- Try it -
Starting with the first line below, extract each line through the one that contains "position:relative; flex:1; overflow:hidden", inclusive, excluding pictures.
↓↓↓
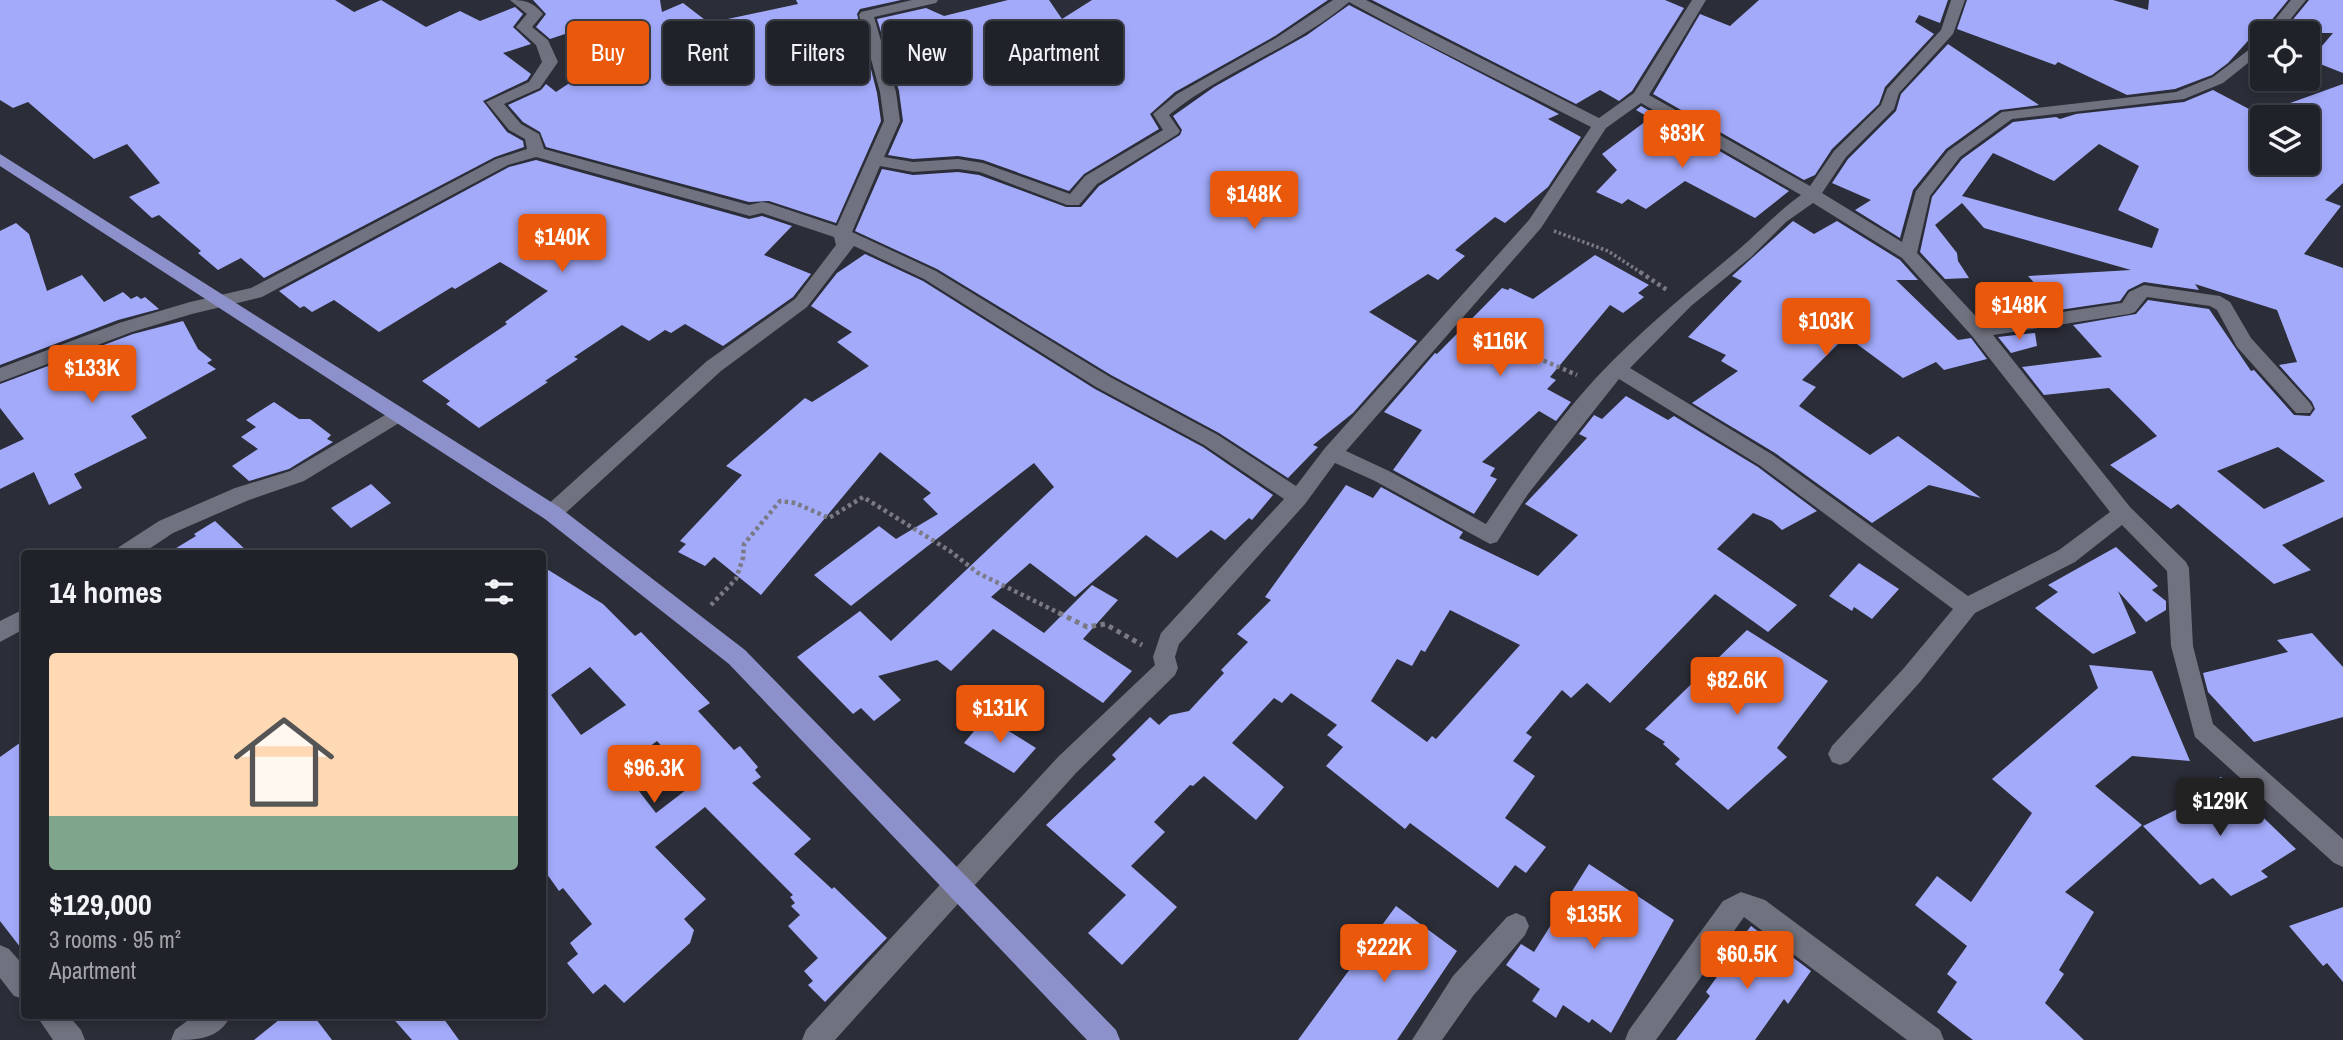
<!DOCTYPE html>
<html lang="en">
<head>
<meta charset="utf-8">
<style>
	:root { --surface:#20222a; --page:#282a32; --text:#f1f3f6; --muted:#a2a4a8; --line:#3d3f47; --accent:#ea580c }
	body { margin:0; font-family:"Archivo Narrow",sans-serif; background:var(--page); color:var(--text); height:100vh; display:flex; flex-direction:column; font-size:26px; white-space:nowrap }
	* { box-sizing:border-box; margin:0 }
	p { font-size:23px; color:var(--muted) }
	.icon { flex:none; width:38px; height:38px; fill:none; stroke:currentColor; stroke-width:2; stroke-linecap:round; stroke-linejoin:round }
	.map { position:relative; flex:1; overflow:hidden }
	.drawer { position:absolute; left:21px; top:550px; width:525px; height:469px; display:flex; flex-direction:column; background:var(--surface); border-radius:7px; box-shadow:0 4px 10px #0003,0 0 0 2px var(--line) }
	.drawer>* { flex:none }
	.guide { position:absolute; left:567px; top:21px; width:665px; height:63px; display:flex; gap:14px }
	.controls { position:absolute; left:2250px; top:21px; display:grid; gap:14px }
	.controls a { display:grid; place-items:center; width:70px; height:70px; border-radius:7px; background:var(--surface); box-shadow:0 4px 10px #0003,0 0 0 2px var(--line); font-size:35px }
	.price { position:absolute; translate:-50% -60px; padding:0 16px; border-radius:7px; background:var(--accent); color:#fff; font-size:23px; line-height:46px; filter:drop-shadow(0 2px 4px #0008) }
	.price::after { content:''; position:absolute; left:50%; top:42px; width:21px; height:16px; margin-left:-10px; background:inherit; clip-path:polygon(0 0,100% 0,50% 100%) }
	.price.current { background:#222; color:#fff }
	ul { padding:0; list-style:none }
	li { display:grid; align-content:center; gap:14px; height:371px; padding:0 28px }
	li+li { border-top:2px solid var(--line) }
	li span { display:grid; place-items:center; height:217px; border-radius:7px; color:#555 }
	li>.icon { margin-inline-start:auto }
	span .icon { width:126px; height:126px; fill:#fffc; stroke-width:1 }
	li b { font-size:30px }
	h2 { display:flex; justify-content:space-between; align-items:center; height:84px; padding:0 28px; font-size:30px }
	.pill { padding:0 24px; border-radius:7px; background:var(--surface); box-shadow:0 4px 10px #0003,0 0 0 2px var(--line); font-size:24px; line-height:63px }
	.pill.current { background:var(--accent); color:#fff }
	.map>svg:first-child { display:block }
</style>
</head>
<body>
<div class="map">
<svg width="2343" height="1040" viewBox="0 0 2343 1040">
	<rect width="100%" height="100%" fill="#2b2d38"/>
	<!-- building -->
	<g fill="#a3aafa" fill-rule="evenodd">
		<path d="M0 0H335L354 12 381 0 426 27 460 11 480 21 515 7 523 14 513 27 531 44 503 53 531 74 527 80 483 101 507 132 523 141 524 147 495 157 264 278 241 258 218 270 198 253 201 251 159 215 152 218 129 197 160 183 127 144 94 159 28 102 13 108 0 100Z"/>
		<path d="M533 0H660L662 12 683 3 709 23 798 4 796 0H901L860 9 857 14 877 93 881 121 836 223 769 201 749 202 546 147 540 132 523 122 508 105 541 90 546 84 556 92 589 70 574 31 550 39 536 27 546 14Z"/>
		<path d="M1008 0H1049L1062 19 1092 0H1328L1275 36 1175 92 1150 114 1159 129 1084 174 1069 191 983 160 958 156 913 159 888 155 903 121 899 91 877 19 926 8 944 16Z"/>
		<path d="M1372 0H1665L1684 8 1632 91 1619 101 1600 90 1576 104Z"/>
		<path d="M1759 0H1948L1940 23 1919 15 1915 22 1934 34 1885 87 1879 104 1832 149 1815 175 1804 180 1653 94 1700 14 1730 26Z"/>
		<path d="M1967 0H2113L2148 10 2149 0H2288L2261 33H2255L2228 63 2212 75 2175 89 2127 95 2058 62 2055 65 1957 29Z"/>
		<path d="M2309 0H2343V73L2310 60 2333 33H2282Z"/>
		<path d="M1349 5 1559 114 1548 119 1581 137 1548 187 1505 223 1495 217 1455 250 1465 256 1438 280 1428 274 1369 312 1417 341 1353 413 1313 445 1318 447 1288 478 1219 433 1111 375 937 269 855 231 882 169 913 175 958 172 979 175 1066 207H1081L1099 186 1180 135 1182 130 1173 116 1214 87 1307 35Z"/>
		<path d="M1948 44 2039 105 2000 110 1946 149 1913 190 1900 238 1855 210 1871 200 1832 183 1848 159 1896 111 1901 94Z"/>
		<path d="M2343 84V183L2325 200 2341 206 2304 254 2343 268V517L2282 545 2311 570 2274 584 2178 504 2171 509 2110 465 2157 436 2109 388 2044 395 2022 367 2102 357 2073 325 2136 314 2148 300 2209 309 2251 371 2254 370 2294 415 2310 416 2315 409 2312 402 2279 365 2297 362 2277 310 2195 284 2199 290 2144 282 2128 290 2120 301 2059 310 2028 276 2131 270 1984 228 1962 203 1935 225 1957 253 1958 261 1969 278 1945 279 1920 252 1932 197 1962 159 2013 122 2056 117 2060 119 2076 114 2184 102 2213 90 2249 109 2260 103 2271 110ZM2263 117H2308V163H2263ZM2099 144 2139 166 2118 210 2159 229 2152 248 1962 196 1993 153 2054 181ZM2278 447 2325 481 2264 509 2217 471Z"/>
		<path d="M1641 106 1789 191 1755 218 1685 181 1646 209 1628 199 1622 204 1596 192 1617 170 1602 154 1650 118 1636 110Z"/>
		<path d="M536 160 749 219 762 216 792 226 764 255 811 274 793 297 723 346 685 324 671 333 665 330 649 341 622 325 574 357 578 359 545 381 548 382 479 428 446 404 450 401 422 381 507 324 505 322 548 291 500 262 455 289 452 287 379 332 334 300 312 312 304 306 300 308 279 291 509 167Z"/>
		<path d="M1793 221 1814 234 1837 221 1900 260 1918 280H1896L1958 340 1971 338 1987 359 1944 370 1936 362 1903 378 1846 336 1802 380 1816 387 1799 406 1870 455 1898 436 1981 498 1929 485 1872 523 1775 453 1692 403 1738 371 1721 361 1726 355 1688 337 1742 281 1732 276Z"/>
		<path d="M16 223 29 234 47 291 82 275 104 302 123 292 131 299 137 296 141 299 145 297 159 309 118 320 0 365V231Z"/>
		<path d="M865 254 923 281 1095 389 1203 447 1273 495 1252 520 1249 518 1225 540 1211 530 1177 558 1146 535 1075 597 1030 563 991 597 1044 633 1092 585 1118 600 1083 639 1132 671 1103 703 993 629 951 671 937 660 878 676 901 700 874 721 861 708 853 714 797 657 860 611 891 641 1054 487 1034 463 851 606 814 575 879 526 896 539 938 514 923 499 931 493 880 452 761 595 714 557 705 566 678 552 686 544 680 541 742 475 726 466 805 398 812 402 869 366 837 342 852 332 811 306 837 273Z"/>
		<path d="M1595 255 1649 285 1638 293 1644 297 1623 313 1610 305 1550 377 1556 380 1547 389 1571 402 1556 421 1539 411 1482 462 1495 468 1490 476 1497 479 1474 514 1393 470 1422 430 1384 412 1435 353 1437 354 1502 288 1508 290 1510 288 1533 299Z"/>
		<path d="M183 321 198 349 212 360 207 363 216 369 131 416 147 438 74 474 82 488 49 505 34 472 0 489V450L24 439 0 408V384L133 334Z"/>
		<path d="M2035 333 2037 346 2011 353 1998 337Z"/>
		<path d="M1626 396 1668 420 1674 416 1758 467 1817 511 1782 530 1772 521 1753 513 1717 549 1797 605 1768 632 1715 594 1610 703 1587 683 1571 698 1562 690 1526 733 1532 737 1513 761 1535 776 1505 818 1546 847 1526 873 1515 865 1498 888 1410 823 1405 829 1326 766 1343 747 1327 735 1337 725 1291 693 1282 703 1274 698 1232 743 1284 787 1256 820 1204 776 1193 786 1190 785 1154 822 1165 832 1131 866 1177 907 1122 965 1088 933 1126 895 1046 825 1116 759 1112 755 1150 717 1159 725 1170 715 1189 711 1224 673 1221 670 1248 642 1237 634 1271 600 1265 597 1346 485 1373 498 1381 487 1463 532 1459 538 1538 576 1578 535 1525 504 1587 438 1579 434 1594 415 1602 419ZM1450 610 1520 645 1436 739 1432 736 1427 742 1371 701 1397 659 1412 666 1421 650 1425 652Z"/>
		<path d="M274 402 299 419H310L331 435 327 439 333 442 289 469 249 481 232 466 258 449 241 437 256 427 246 420Z"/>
		<path d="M371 484 391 503 351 528 331 508Z"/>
		<path d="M215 521 249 553H168L196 536 194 534Z"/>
		<path d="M2116 547 2158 586 2152 590 2166 601V610L2146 622 2118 591 2136 633 2093 654 2035 608 2058 592 2048 585Z"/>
		<path d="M1859 563 1899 589 1872 619 1854 607 1852 611 1829 596Z"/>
		<path d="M542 566 603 604 635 636 641 632 710 703 698 711 734 750 740 746 758 767 755 770 761 777 752 783 811 839 794 854 832 889 834 887 887 938 825 1002 808 985 813 981 804 971 818 958 788 926 800 915 791 906 795 903 790 897 793 895 705 807 655 847 706 899 684 919 694 930 690 943 624 1003 605 984 593 994 567 963 578 954 570 943 592 924 563 888 559 891 542 867ZM590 667 626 705 581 735 551 695ZM657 741 695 783 656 813 621 768Z"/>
		<path d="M1747 630 1828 681 1777 748 1787 757 1728 810 1675 764 1680 759 1663 744 1665 742 1645 729Z"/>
		<path d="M2312 633 2343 667V717L2254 742 2208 692 2203 673 2288 652 2277 640Z"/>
		<path d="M2089 665 2152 671 2190 761 2132 756 2095 786 2142 825 2065 892 2094 912 2059 970 2064 974 2045 1003 2084 1040H1973L1937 1012 1957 982 1947 974 1967 946 1915 905 1937 876 1971 902 2032 813 1992 779 2098 688Z"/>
		<path d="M986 717 1036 748 1014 773 964 743Z"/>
		<path d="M24 740V952L0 921V757Z"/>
		<path d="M2221 777 2296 849 2261 871 2268 877 2231 896 2213 878 2200 885 2143 826 2188 804 2180 797Z"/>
		<path d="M1589 864 1674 920 1611 1033 1592 1019 1589 1023 1563 1005 1556 1018 1532 1001 1540 989 1506 965 1521 944 1534 952Z"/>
		<path d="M1396 906 1457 951 1397 1040H1298Z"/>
		<path d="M2343 907V982L2327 963 2323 966 2289 926Z"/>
		<path d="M1751 926 1811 971 1788 1004 1784 999 1755 1040H1676L1710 996 1706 992 1729 960 1726 958Z"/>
		<path d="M285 1015H313L332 1040H254Z"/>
		<path d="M390 1015H441L459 1040H412Z"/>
	</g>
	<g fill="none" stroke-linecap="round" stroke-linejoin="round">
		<!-- path-far2 -->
		<path stroke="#797a84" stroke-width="3.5" stroke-dasharray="2.5 2.5" stroke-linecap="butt" d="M1554 231 1608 251 1643 274"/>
		<!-- path-far1 -->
		<g stroke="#797a84" stroke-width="4.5" stroke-dasharray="3.5 3.5" stroke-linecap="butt">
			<path d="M1640 272 1667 290"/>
			<path d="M1473 330 1577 375"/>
			<path d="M711 605 736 579 743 558 744 544 780 501 795 503 829 518 863 497 950 551 978 573 1063 615"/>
		</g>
		<!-- path -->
		<path stroke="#797a84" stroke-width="5" stroke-dasharray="4.5 4.5" stroke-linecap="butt" d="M1059 613 1087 627 1105 624 1142 645"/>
		<!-- minor -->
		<g fill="#70727f" fill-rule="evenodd">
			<path d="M510 0C525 0 533 2 543 14L532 27 548 40 558 62 540 88 504 104 521 124 539 134 544 149 749 205 762 202 768 203 837 226 884 121 880 92 859 15 861 12 912 0H938L936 3 874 17 896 92 900 121 884 157 913 162 958 159 983 163 1070 194 1085 176 1163 130 1153 114 1177 94 1276 38 1333 0H1366L1599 118 1634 93 1692 0H1706L1649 95 1810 186 1834 151 1881 105 1887 89 1941 30 1951 0H1965L1953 34 1899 93 1894 109 1846 157 1822 193 1902 242 1916 191 1948 151 2002 112 2176 92 2213 77 2263 39V51L2223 83 2184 99 2012 119 1960 157 1930 196 1917 253 1983 324 2122 303 2129 292 2144 285 2220 296 2230 302 2251 338 2310 403 2313 408 2310 413H2296L2237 347 2217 310 2210 306 2147 297 2135 312 2129 314 1993 335 2130 507 2186 562 2189 568 2193 646 2213 724 2343 839V867L2334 863 2195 737 2171 646 2167 571 2122 525 2075 562 1975 613 1920 682 1848 762 1840 765 1832 762 1828 754 1832 746 1904 668 1953 609 1759 465 1619 379 1528 494 1497 542 1490 544 1375 481 1335 463 1305 504 1179 644 1175 657 1178 668 1175 675 1076 773 835 1040H802L806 1030 1058 757 1155 665 1153 657 1161 633 1284 499 1204 445 1096 387 924 279 854 246 807 307 721 371 559 519 552 521 545 519 542 513 545 507 707 361 795 299 836 245 834 237 762 213 750 216 536 157 508 165 262 297 192 314 132 332 0 382V368L119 323 190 302 251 288 496 159 527 149 525 139 509 130 486 102 529 82 542 62 536 45 516 27 527 14ZM1349 2 1417 39 1591 127 1529 220 1325 448 1296 486 1218 435 1110 377 936 271 852 232 880 166 913 172 958 169 980 172 1067 205H1079L1097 184 1178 134 1180 131 1169 115C1224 70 1295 48 1349 2ZM1641 103 1801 195C1777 212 1759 232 1737 251 1688 292 1639 332 1595 379 1555 423 1519 474 1486 524L1389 471 1346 451 1541 228 1606 128ZM1813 203 1902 258 1972 336 2110 512 2059 550 1968 596 1773 455 1630 368 1691 306 1751 257 1786 222Z"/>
			<path d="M2291 0H2306L2279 33H2264Z"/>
			<path d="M397 408 404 410 407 415 404 420 304 481 249 500 173 533 143 553H116L119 547 159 521 235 488 290 471Z"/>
			<path d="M24 609V629L0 642V621Z"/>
			<path d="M1741 892 1765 900 1940 1030 1944 1040H1907L1744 917 1656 1040H1625L1629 1030 1723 901Z"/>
			<path d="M1516 913 1525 917 1529 926 1525 935 1473 996 1442 1040H1412L1453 976 1507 917Z"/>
			<path d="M0 945 9 949 24 966V999L14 996 0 978Z"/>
			<path d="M36 1015H68L81 1030 85 1040H53Z"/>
			<path d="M195 1015H231C219 1040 197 1040 171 1040L175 1030Z"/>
		</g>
		<!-- major -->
		<path fill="#8d91cb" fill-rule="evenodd" d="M0 154 559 507 745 650 1116 1030 1120 1040H1087L729 664 545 519 0 166Z"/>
	</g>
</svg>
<div class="controls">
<a><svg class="icon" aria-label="locate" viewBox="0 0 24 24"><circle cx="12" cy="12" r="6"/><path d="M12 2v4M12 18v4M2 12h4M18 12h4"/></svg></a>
<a><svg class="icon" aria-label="layers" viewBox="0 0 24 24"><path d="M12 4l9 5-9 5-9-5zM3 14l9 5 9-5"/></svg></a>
</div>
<b class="price" style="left:1682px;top:170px">$83K</b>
<b class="price" style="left:1254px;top:231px">$148K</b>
<b class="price" style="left:562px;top:274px">$140K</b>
<b class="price" style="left:2019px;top:342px">$148K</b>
<b class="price" style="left:1826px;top:358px">$103K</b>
<b class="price" style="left:1500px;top:378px">$116K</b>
<b class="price" style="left:92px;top:405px">$133K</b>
<b class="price" style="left:1737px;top:717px">$82.6K</b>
<b class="price" style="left:1000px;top:745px">$131K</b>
<b class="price" style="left:654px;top:805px">$96.3K</b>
<b class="price current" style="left:2220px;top:838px">$129K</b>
<b class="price" style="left:1594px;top:951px">$135K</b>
<b class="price" style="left:1384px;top:984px">$222K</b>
<b class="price" style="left:1747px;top:991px">$60.5K</b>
<div class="guide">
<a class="pill current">Buy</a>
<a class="pill">Rent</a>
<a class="pill">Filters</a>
<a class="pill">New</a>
<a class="pill">Apartment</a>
</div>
<section class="drawer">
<h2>14 homes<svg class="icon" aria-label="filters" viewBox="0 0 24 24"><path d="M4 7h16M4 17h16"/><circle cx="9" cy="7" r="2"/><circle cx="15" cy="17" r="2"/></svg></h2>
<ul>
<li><span style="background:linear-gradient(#ffd9b3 75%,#7fa58c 0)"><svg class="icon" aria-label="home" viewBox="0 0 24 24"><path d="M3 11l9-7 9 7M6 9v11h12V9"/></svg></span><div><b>$129,000</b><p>3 rooms · 95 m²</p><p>Apartment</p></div></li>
</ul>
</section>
</div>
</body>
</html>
↑↑↑
- Solution to the problem -
<!DOCTYPE html>
<html lang="en">
<head>
<meta charset="utf-8">
<style>
	:root { --surface:#20222a; --page:#282a32; --text:#f1f3f6; --muted:#a2a4a8; --line:#3d3f47; --accent:#ea580c }
	body { margin:0; font-family:"Archivo Narrow",sans-serif; background:var(--page); color:var(--text); height:100vh; display:flex; flex-direction:column; font-size:26px; white-space:nowrap }
	* { box-sizing:border-box; margin:0 }
	p { font-size:23px; color:var(--muted) }
	.icon { flex:none; width:38px; height:38px; fill:none; stroke:currentColor; stroke-width:2; stroke-linecap:round; stroke-linejoin:round }
	.map { position:relative; flex:1; overflow:hidden }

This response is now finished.